Sad News From New England

Yesterday The Blaze reported that longtime conservative political operative, civics connoisseur, and radio personality Jay Severin has passed away. I first listened to Jay Severin during the 2000 election recount. He was a voice of common sense, logic, and critical thinking during that time. He periodically pushed the limits of talk radio and at various times was taken off the radio for a few days because of risque remarks. However, he was one of the best news analysts around. After leaving New England talk radio, he hosted a show on The Blaze radio network.

The article reports:

Severin became a giant force in political talk in New England before spending years as a host on TheBlaze Radio Network’s national platform.

“Jay was one of the rare talents that could not only see beyond the headline, but had the empathy to understand how it affected the listener,” Glenn Beck told TheBlaze. “He was a good man, and I’m a better one for having known him.”

Tom Shattuck, podcaster and senior editor of the Lowell Sun, paid tribute to Severin after news broke of his death on Thursday, calling him “the Boston talk titan.”

“This was a guy who liked free speech and was not afraid to push the boundaries,” Shattuck said of Severin, adding, “He made a difference…he was powerful, he was loud, he was poetic in the way he spoke, and he’s going to be missed.”

The article concludes:

Michael Graham, a colleague of Severin’s from WTTK-FM, said of the late host, “What’s fascinating to me is the number of people who say, ‘I became a conservative because of Jay Severin'” surrounded by the liberal environment in Boston. He added, “That’s his legacy—his civics lesson on the air, that nobody can take away from him.”

Jay Severin was famous for saying, “Excelsior!” meaning, “higher” or “upward.” From all of us at TheBlaze, Jay: Excelsior.

We have lost a strong voice for conservatism (although I believe Jay was a libertarian).

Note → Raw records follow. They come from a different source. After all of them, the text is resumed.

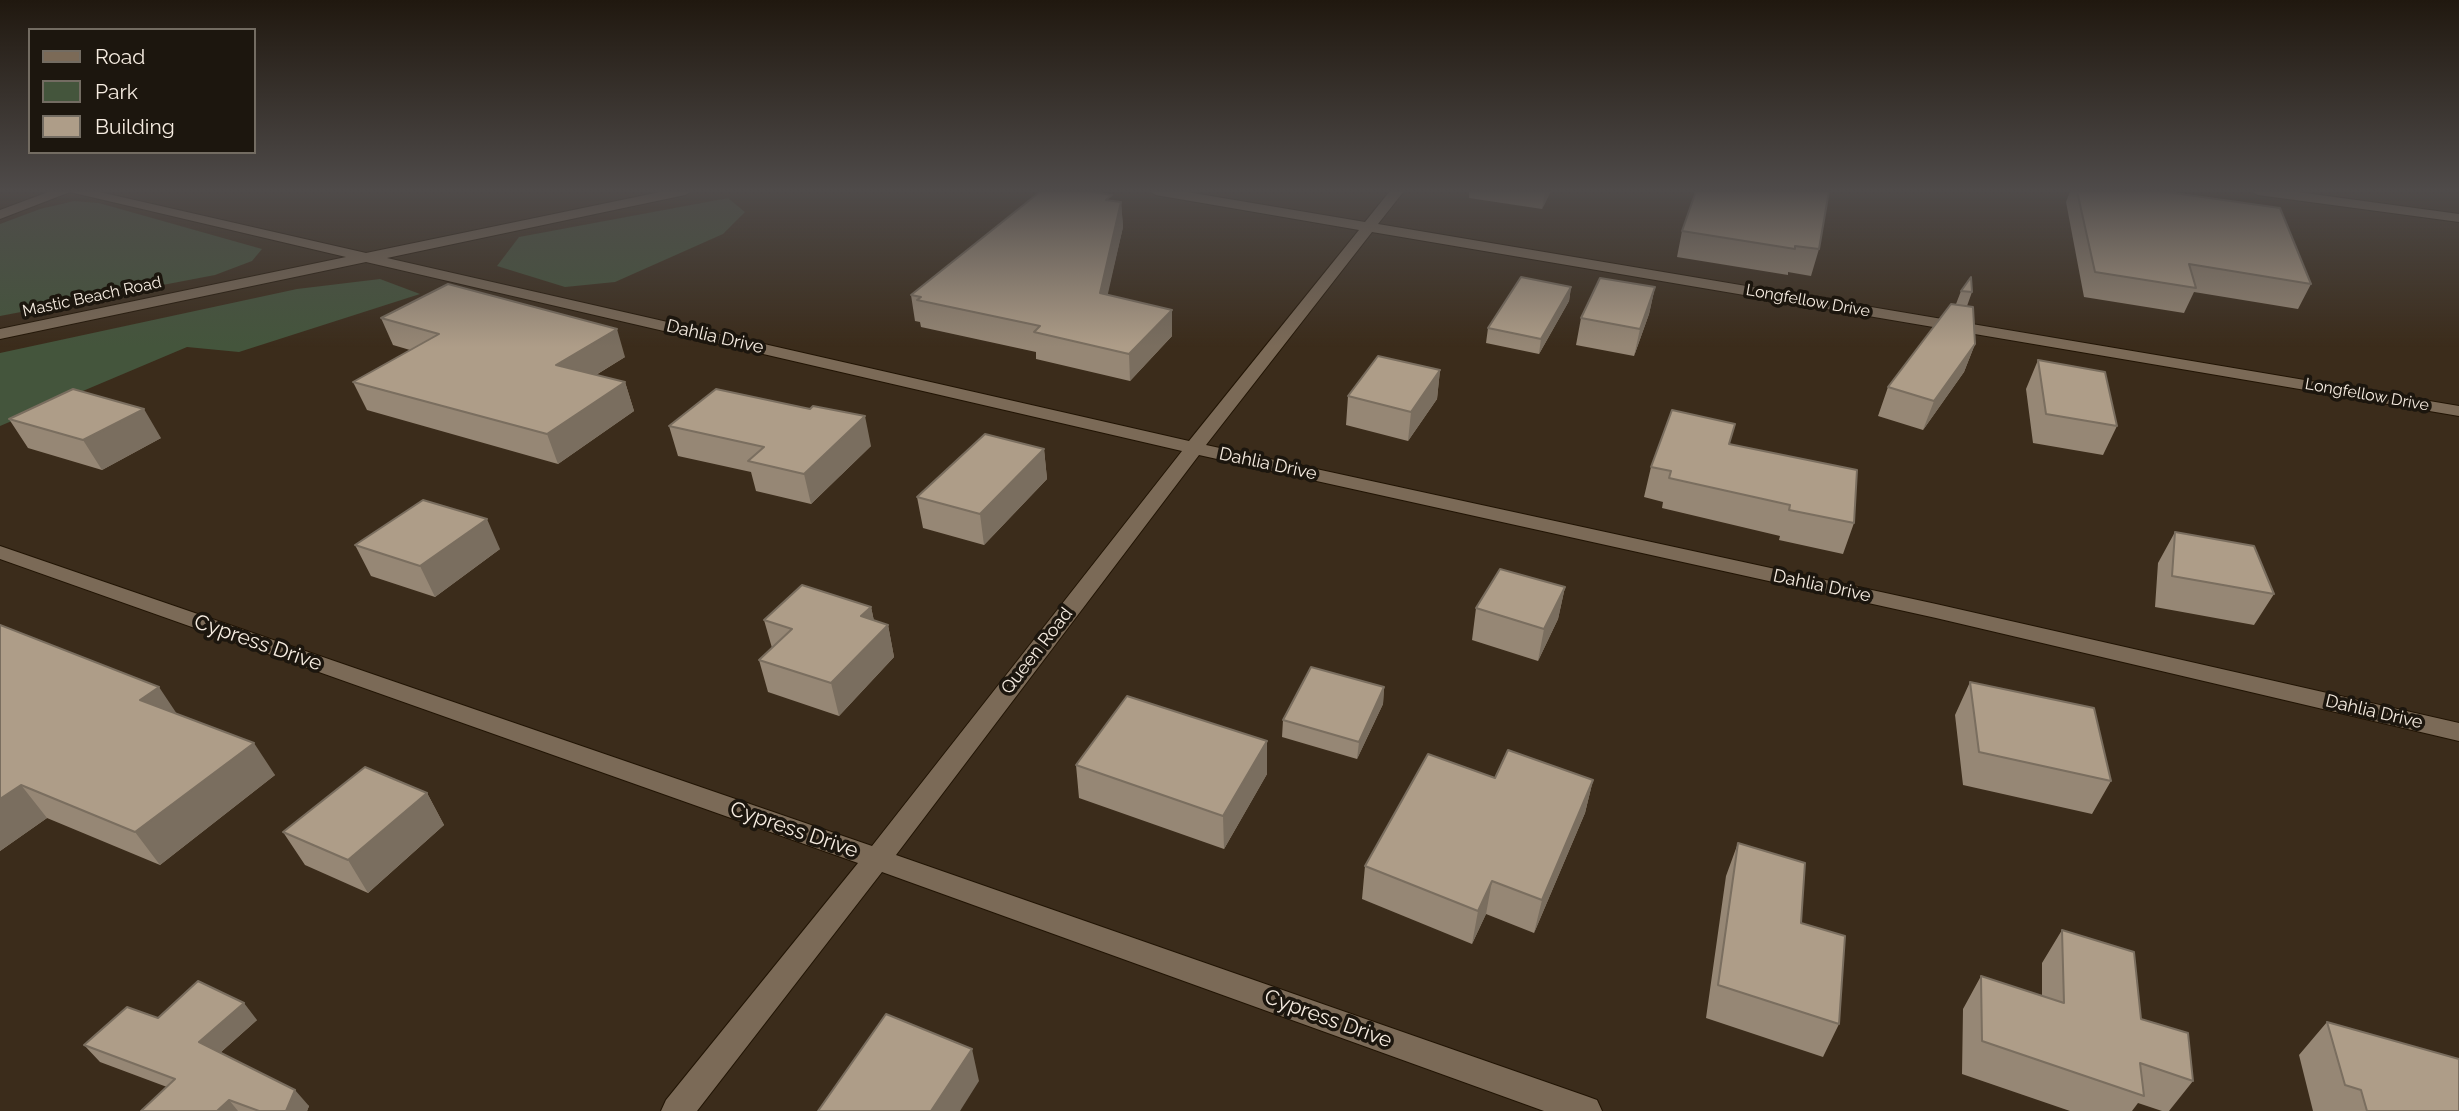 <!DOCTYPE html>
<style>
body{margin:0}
#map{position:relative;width:2459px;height:1111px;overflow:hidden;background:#3b2c1b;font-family:Raleway,sans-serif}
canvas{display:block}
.legend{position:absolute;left:28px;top:28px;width:228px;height:126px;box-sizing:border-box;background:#1c160e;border:2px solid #736c62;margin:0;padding:9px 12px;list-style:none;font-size:21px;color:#f6ece1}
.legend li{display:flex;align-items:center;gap:14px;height:35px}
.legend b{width:35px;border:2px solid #736c62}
</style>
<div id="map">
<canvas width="2459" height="1111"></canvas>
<ul class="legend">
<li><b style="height:9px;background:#7b6a57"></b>Road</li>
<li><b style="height:19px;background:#44553c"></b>Park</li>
<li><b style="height:19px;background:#ae9d88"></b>Building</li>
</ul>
</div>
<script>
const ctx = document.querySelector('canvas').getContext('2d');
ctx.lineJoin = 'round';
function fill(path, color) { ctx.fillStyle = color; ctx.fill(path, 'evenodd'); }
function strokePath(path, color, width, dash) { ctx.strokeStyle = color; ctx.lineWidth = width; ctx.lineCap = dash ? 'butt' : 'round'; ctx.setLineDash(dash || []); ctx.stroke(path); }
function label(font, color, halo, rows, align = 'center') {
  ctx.font = font + ' Raleway,sans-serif'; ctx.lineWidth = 7; ctx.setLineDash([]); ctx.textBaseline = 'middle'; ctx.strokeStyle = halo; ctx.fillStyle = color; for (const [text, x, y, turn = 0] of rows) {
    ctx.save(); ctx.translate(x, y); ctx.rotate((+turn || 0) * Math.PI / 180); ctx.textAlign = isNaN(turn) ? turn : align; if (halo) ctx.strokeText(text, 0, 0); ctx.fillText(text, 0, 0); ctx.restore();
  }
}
fill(new Path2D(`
 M728,198l17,14 -22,22 -108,48 -50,5 -68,-21 22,-29z
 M74,201l25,2 163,46 -10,12 -37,14 -215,41v-92l40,-15z
 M380,279l40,15 -181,58 -52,-5 -187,79v-73l297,-64z`), '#44553c');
const minor = new Path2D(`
 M51,191h44l271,62 299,-62h27l-7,4 -298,63 802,183 170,-211 -203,-35 -7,-4h32l184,31 25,-31h14l-26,33 1081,182v10l-1087,-184 -166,213 730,159 523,119v18l-523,-123 -737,-163 -303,400 690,241 11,4 5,11h-58l-662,-239 -185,239h-36l5,-11 192,-237 -858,-304v-13l872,300 310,-395 -816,-189 -366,77v-10l346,-72 -276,-65 -70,27v-9z
 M2251,191h39l169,23v8l-201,-27z`);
strokePath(minor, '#211404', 2);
fill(minor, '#7b6a57');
fill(new Path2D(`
 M1469,191h82l-9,18 -73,-11z
 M1696,191l123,58 -8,27 -23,-4v3l-111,-18 5,-26z
 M2070,191h90l151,93 -13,25 -104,-17 -10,21 -100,-16 -18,-95z
 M1112,201l9,1 2,25 -16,68 65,41 -42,45 -94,-22v-7l-115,-25 -1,-5 -5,-1 -4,-26z
 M1571,287l-2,14 -30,53 -53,-11 2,-15z
 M1655,287l-6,27 -15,42 -58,-11 5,-27z
 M1961,291l11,1 -5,14 8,38 -11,28 -41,58 -45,-14 10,-29 68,-83z
 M381,318l244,39 -29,18 29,7 9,29 -76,53 -191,-54 -14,-28 57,-32 -17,-5z
 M2038,360l79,66 -14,29 -70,-12 -7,-54z
 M1440,370l-3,29 -29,42 -62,-16 2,-29z
 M9,419l152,19 -59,32 -74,-22z
 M669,426l202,20 -60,58 -55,-13 -5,-19 -73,-16z
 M1729,445l125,78 -11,31 -64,-14 1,-4 -118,-28 1,-6 -19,-5 7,-30z
 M1044,449l3,30 -63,66 -61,-17 -6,-31z
 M2175,532l99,62 -20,31 -99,-18 3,-44z
 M355,545l145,4 -65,48 -64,-21z
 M1565,587l-7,32 -20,42 -66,-21 4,-32z
 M871,607l3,14 14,4 6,32 -55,59 -71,-24 -9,-32 13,-12 -8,-28z
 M0,625l177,89 98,61 -115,90 -113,-47 -47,33z
 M1970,682l141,99 -19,33 -129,-29 -8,-70z
 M1384,687l-1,17 -26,55 -75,-22 1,-17z
 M1076,765l191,9 -43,75 -145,-51z
 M1495,778l98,2 -8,33 -51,120 -48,-19 -14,30 -110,-45 3,-33z
 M427,793l17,32 -76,68 -63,-28 -22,-33z
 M1738,843l63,80 38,101 -16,33 -117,-39 20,-142z
 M2062,930l79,89 52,62 -24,30h-7l-24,-8 -6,8h-62l-108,-37 1,-65 18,-33 61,20v-33z
 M158,1018l99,2 -37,33 89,53 -2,5h-166l26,-24 -67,-25 -16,-17z
 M2327,1022l132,89h-146l-14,-56z`), '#968775');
fill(new Path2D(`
 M1545,191h6l-9,18z
 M1121,202l2,25 -21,93 -2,-27z
 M1571,287l-2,14 -30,53 2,-15z
 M1655,287l-6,27 -15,42 6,-27z
 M1172,310v26l-42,45 -1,-27z
 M617,329l8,28 -59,36 -10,-28z
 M1975,344l-11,28 -41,58 11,-29z
 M1440,370l-3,29 -29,42 3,-29z
 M625,382l9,29 -76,53 -11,-30z
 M144,409l17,29 -59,32 -19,-30z
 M865,416l6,30 -60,58 -7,-30z
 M1044,449l3,30 -63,66 -4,-31z
 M487,519l13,30 -65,48 -15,-31z
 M1565,587l-7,32 -20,42 6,-32z
 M871,607l6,28 11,-10 6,32 -55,59 -8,-33 30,-67z
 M159,687l22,33 -41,-20z
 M1384,687l-1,17 -26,55 2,-17z
 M1267,741v33l-43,75 -1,-33z
 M254,743l21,32 -115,90 -25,-33z
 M1593,780l-8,33 -51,120 8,-33z
 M21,785l26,33 -47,33v-52z
 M427,793l17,32 -76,68 -20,-33z
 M1492,881l-6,33 -14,30 6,-33z
 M244,1003l13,17 -44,39 -14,-17z
 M972,1049l7,32 -19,30h-29z
 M295,1090l14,16 -2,5h-21z
 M229,1100l9,11h-21z`), '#7a6e5f');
const building = new Path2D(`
 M1041,191h48l23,4 -6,5 15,2 -21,91 72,17 -43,44 -95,-22 6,-6 -123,-26 4,-3 -10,-2z
 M1696,191h133l-10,58 -24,-3v3l-113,-18z
 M2077,191h83l120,17 31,76 -122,-20 7,24 -101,-16z
 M1521,277l50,10 -30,52 -53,-11z
 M1971,277l1,15 -11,-1z
 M1600,278l55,9 -15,42 -59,-11z
 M448,284l169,45 -61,36 69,17 -78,52 -194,-52 86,-48 -58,-16z
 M1951,304l22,3 2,37 -41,57 -46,-14z
 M1378,356l62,14 -29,42 -63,-16z
 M2038,360l67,12 12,54 -71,-12z
 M73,389l71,20 -61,31 -74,-21z
 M716,389l94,20 3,-3 52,10 -61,58 -56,-13 16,-14 -95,-21z
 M1672,410l63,14 -6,20 128,26 -3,53 -65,-13 1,-5 -121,-27 2,-7 -20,-4z
 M985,434l59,15 -64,65 -63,-17z
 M423,500l64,19 -67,47 -65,-21z
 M2175,532l79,14 20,48 -102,-18z
 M1500,569l65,18 -21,42 -68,-21z
 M802,585l69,22 -10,9 27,9 -57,58 -72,-23 33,-31 -28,-9z
 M0,625l159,62 -19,13 114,43 -119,89 -114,-47 -21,14z
 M1311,667l73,20 -25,55 -76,-22z
 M1970,682l124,26 17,73 -132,-29z
 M1127,696l140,45 -44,75 -147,-51z
 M1508,750l85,30 -51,120 -50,-19 -14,30 -113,-45 63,-112 67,24z
 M365,767l62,26 -79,67 -65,-28z
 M1738,843l67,20 -4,60 44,13 -6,88 -121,-39z
 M2062,930l72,22 7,67 47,14 5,48 -53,-18 4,33 -162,-55 -1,-65 83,27z
 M198,981l46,22 -45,39 96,48 -9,21h-27l-30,-11 -12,11h-76l34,-32 -91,-34 43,-38 31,11z
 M886,1014l86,35 -41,62h-113z
 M2327,1022l132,37v52h-92l-6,-21 -16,-5z`);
fill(building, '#ae9d88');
strokePath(building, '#7a6e5f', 2);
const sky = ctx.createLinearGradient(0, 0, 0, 347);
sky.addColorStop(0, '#20180f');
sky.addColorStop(0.55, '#4f4b4a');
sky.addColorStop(1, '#4f4b4a00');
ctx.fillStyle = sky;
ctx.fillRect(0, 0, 2459, 347);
label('16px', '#f6ece1', '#1c160e', [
 ["Mastic Beach Road",92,297,-12],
 ["Longfellow Drive",1808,301,10],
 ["Longfellow Drive",2367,395,10]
]);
label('18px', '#f6ece1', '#1c160e', [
 ["Dahlia Drive",715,337,13],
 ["Dahlia Drive",1268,464,12],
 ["Dahlia Drive",1822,586,12],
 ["Queen Road",1037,651,-52],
 ["Dahlia Drive",2374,712,13]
]);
label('21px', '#f6ece1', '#1c160e', [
 ["Cypress Drive",258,643,19],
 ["Cypress Drive",794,830,19],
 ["Cypress Drive",1328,1019,20]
]);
</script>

The Cancel Culture Is Beginning To Cancel Their Former Heroes

The New York Sun posted an article yesterday about Princeton University’s decision to remove the name of Woodrow Wilson from its school of public affairs. This reverses a decision made four years ago when the topic was also brought up.

The article reports:

…That was in 2016, when Princeton’s trustees, reacting to concerns within the school community and given impetus by Black Lives Matter, appointed a committee to appraise the 28th president of America, decided to continue to honor him.

At issue then was “the position he took as Princeton’s president to prevent the enrollment of black students and the policies he instituted as U.S. president that resulted in the re-segregation of the federal civil service.” Wilson’s name was on not only the School of Public & International Affairs but also a residential college. The board followed the committee’s recommendation to keep Wilson’s name. It issued what seemed to be an important statement.

“Contextualization is imperative,” it said. “Princeton must openly and candidly recognize that Wilson, like other historical figures, leaves behind a complex legacy with both positive and negative repercussions, and that the use of his name implies no endorsement of views and actions that conflict with the values and aspirations of our times.” As the cancel movement spreads today, that plea for context seems even more important.

The article concludes:

So where does that leave us? Writing in 2016 of Wilson’s views on race, scholar David Kennedy said that “We can wish that he had possessed qualities of imagination and empathy that would have liberated him from those views, but he did not.” Kennedy concluded that “In a world where there is no shortage of evil, it surely seems perverse to highlight the imperfections, rather than the positive accomplishments, of those who tried to do their best.”

Four years after echoing Professor Kennedy’s judgment, Princeton has suddenly zeroed in on Wilson’s imperfections. Whether that will serve the cause of racial understanding at the university remains to be seen. How sad it would be were one of two Princeton graduates to lead America and Princeton’s only Nobel laureate in peace — not to mention the coiner of the motto “Princeton in the Nation’s Service” — confined to the margin of the university’s institutional memory.

We seem to have lost the concept of viewing history in its context. Slavery and racism are part of America’s past, but slavery is gone and racism is not the acceptable order of the day, as it once was. Renaming things and tearing down statues will not change what was. It is time instead to deal with what is and work to make it better.